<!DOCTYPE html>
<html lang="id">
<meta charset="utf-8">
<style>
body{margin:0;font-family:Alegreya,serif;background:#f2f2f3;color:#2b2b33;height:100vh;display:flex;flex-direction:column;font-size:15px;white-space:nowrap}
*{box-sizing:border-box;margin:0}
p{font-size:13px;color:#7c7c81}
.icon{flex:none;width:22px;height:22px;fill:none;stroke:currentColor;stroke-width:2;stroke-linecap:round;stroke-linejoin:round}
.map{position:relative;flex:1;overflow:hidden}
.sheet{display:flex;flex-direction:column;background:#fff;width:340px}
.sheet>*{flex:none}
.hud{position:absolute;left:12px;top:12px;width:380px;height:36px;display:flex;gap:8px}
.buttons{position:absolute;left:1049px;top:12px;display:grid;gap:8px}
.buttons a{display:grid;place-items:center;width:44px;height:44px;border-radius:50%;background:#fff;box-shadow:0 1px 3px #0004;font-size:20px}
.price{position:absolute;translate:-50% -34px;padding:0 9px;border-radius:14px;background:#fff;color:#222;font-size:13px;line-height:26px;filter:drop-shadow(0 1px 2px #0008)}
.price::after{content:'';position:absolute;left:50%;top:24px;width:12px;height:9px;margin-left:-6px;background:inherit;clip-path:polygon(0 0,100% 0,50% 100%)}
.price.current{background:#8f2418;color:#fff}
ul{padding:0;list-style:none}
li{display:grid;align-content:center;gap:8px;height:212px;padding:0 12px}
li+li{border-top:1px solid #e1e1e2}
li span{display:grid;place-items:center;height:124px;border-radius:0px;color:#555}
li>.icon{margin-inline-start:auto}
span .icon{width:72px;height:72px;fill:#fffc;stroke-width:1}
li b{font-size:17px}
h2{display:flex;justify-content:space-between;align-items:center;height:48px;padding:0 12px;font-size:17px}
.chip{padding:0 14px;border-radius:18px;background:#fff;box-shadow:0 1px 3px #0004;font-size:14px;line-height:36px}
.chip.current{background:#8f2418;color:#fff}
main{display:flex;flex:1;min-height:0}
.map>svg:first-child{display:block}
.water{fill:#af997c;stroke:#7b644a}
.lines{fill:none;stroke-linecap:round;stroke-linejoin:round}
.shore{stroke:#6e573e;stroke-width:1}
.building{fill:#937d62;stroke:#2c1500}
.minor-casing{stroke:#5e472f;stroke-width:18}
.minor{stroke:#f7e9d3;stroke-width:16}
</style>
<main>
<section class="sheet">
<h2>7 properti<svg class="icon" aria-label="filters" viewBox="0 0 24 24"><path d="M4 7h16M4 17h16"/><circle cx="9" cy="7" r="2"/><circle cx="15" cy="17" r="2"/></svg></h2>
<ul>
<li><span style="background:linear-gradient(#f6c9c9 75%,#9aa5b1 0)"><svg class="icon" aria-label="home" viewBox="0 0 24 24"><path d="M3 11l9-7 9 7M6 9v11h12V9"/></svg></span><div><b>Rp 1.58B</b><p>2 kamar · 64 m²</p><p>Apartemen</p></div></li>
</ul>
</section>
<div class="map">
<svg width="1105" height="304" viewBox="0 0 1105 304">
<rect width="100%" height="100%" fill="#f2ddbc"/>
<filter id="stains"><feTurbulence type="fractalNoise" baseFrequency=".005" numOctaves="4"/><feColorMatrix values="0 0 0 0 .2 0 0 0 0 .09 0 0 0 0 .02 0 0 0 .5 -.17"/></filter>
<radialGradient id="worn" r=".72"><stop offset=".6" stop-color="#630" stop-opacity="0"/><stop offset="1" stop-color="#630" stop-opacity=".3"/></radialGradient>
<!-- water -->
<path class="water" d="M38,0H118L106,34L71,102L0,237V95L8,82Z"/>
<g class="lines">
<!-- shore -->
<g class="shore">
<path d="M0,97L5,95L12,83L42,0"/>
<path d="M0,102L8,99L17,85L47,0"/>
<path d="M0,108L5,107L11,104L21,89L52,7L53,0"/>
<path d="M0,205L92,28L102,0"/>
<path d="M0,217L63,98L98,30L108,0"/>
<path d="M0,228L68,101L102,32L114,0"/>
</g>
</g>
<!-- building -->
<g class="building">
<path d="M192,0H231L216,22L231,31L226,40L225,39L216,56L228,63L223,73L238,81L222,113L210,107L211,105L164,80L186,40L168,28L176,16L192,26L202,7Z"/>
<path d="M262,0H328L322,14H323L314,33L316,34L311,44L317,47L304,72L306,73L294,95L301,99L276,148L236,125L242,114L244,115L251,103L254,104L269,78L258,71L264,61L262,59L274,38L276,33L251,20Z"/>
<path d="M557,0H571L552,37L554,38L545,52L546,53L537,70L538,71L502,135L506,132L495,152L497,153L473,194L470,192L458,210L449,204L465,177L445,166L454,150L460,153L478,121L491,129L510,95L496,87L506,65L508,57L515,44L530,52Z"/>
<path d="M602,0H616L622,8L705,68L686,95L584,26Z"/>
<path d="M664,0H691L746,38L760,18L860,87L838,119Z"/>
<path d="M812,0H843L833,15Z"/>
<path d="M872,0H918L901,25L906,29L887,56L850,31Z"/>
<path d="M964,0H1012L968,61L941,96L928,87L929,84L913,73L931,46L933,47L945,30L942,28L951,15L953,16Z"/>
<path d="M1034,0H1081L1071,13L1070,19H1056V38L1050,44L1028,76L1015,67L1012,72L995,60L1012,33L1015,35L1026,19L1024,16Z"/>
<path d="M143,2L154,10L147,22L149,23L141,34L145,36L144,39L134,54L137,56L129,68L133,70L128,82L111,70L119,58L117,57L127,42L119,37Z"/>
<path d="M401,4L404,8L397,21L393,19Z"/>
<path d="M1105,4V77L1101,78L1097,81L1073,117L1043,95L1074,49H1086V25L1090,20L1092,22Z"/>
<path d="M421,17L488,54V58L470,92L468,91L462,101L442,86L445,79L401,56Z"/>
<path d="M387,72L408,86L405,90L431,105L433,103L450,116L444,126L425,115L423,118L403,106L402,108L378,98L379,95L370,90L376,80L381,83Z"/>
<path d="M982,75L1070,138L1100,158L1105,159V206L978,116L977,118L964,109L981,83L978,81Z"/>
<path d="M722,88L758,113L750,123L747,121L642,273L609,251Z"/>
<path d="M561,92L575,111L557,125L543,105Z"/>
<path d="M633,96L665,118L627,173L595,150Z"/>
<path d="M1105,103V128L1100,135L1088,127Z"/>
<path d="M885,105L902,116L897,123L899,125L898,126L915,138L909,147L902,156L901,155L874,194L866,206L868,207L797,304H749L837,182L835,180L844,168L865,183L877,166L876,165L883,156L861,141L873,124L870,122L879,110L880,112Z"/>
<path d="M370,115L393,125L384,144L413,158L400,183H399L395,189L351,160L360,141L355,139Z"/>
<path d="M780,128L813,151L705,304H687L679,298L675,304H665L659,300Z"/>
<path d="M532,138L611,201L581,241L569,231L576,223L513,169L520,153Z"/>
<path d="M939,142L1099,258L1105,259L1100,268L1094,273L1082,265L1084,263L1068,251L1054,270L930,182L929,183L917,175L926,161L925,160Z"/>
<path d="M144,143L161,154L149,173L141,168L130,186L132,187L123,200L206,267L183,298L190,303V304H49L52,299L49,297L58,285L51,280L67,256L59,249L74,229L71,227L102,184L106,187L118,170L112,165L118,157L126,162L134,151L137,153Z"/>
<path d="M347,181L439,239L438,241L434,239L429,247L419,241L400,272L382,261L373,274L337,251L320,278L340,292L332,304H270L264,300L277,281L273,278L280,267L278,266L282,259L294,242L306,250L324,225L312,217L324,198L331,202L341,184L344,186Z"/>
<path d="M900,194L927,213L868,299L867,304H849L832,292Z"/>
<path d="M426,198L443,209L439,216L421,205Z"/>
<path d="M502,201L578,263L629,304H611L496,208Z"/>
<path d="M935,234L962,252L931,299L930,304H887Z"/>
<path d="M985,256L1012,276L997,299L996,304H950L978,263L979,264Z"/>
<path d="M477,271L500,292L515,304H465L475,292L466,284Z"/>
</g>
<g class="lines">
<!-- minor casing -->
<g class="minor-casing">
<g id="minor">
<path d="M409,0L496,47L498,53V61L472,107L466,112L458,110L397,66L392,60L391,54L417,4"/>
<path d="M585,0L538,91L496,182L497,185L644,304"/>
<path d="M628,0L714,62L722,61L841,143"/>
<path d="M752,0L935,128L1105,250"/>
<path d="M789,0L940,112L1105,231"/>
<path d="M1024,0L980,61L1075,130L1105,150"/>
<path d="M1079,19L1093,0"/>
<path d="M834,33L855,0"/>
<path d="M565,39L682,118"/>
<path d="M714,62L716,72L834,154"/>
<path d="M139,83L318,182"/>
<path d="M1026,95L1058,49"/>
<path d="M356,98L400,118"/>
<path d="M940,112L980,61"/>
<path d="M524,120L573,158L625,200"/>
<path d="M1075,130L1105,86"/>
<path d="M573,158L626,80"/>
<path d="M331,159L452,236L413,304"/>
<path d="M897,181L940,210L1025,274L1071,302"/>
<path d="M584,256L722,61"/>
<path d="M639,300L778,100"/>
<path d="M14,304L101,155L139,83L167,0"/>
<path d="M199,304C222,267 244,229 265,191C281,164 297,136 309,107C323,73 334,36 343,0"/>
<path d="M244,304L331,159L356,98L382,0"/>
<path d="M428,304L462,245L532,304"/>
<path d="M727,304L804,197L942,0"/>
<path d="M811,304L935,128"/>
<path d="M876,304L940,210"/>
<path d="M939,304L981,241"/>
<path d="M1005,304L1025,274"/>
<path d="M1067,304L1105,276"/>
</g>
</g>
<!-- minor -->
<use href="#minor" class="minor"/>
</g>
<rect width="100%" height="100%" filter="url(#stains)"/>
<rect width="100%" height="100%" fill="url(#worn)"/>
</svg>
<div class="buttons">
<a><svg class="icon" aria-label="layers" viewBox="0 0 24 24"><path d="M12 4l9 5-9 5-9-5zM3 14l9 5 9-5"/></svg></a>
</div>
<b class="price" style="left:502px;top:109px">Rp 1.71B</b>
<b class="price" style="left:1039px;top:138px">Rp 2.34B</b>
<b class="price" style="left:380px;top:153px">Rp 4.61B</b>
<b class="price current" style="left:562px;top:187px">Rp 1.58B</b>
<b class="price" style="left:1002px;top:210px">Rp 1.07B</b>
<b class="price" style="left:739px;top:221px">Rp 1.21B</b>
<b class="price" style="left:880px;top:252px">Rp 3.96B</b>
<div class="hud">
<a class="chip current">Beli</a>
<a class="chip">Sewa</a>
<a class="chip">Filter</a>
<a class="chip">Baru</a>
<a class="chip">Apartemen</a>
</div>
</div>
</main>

____________________

- [Work instruction]: Find the lines of the listing above that hold "sheet". Please copy them.

- [The answer]:
.sheet{display:flex;flex-direction:column;background:#fff;width:340px}
.sheet>*{flex:none}
<section class="sheet">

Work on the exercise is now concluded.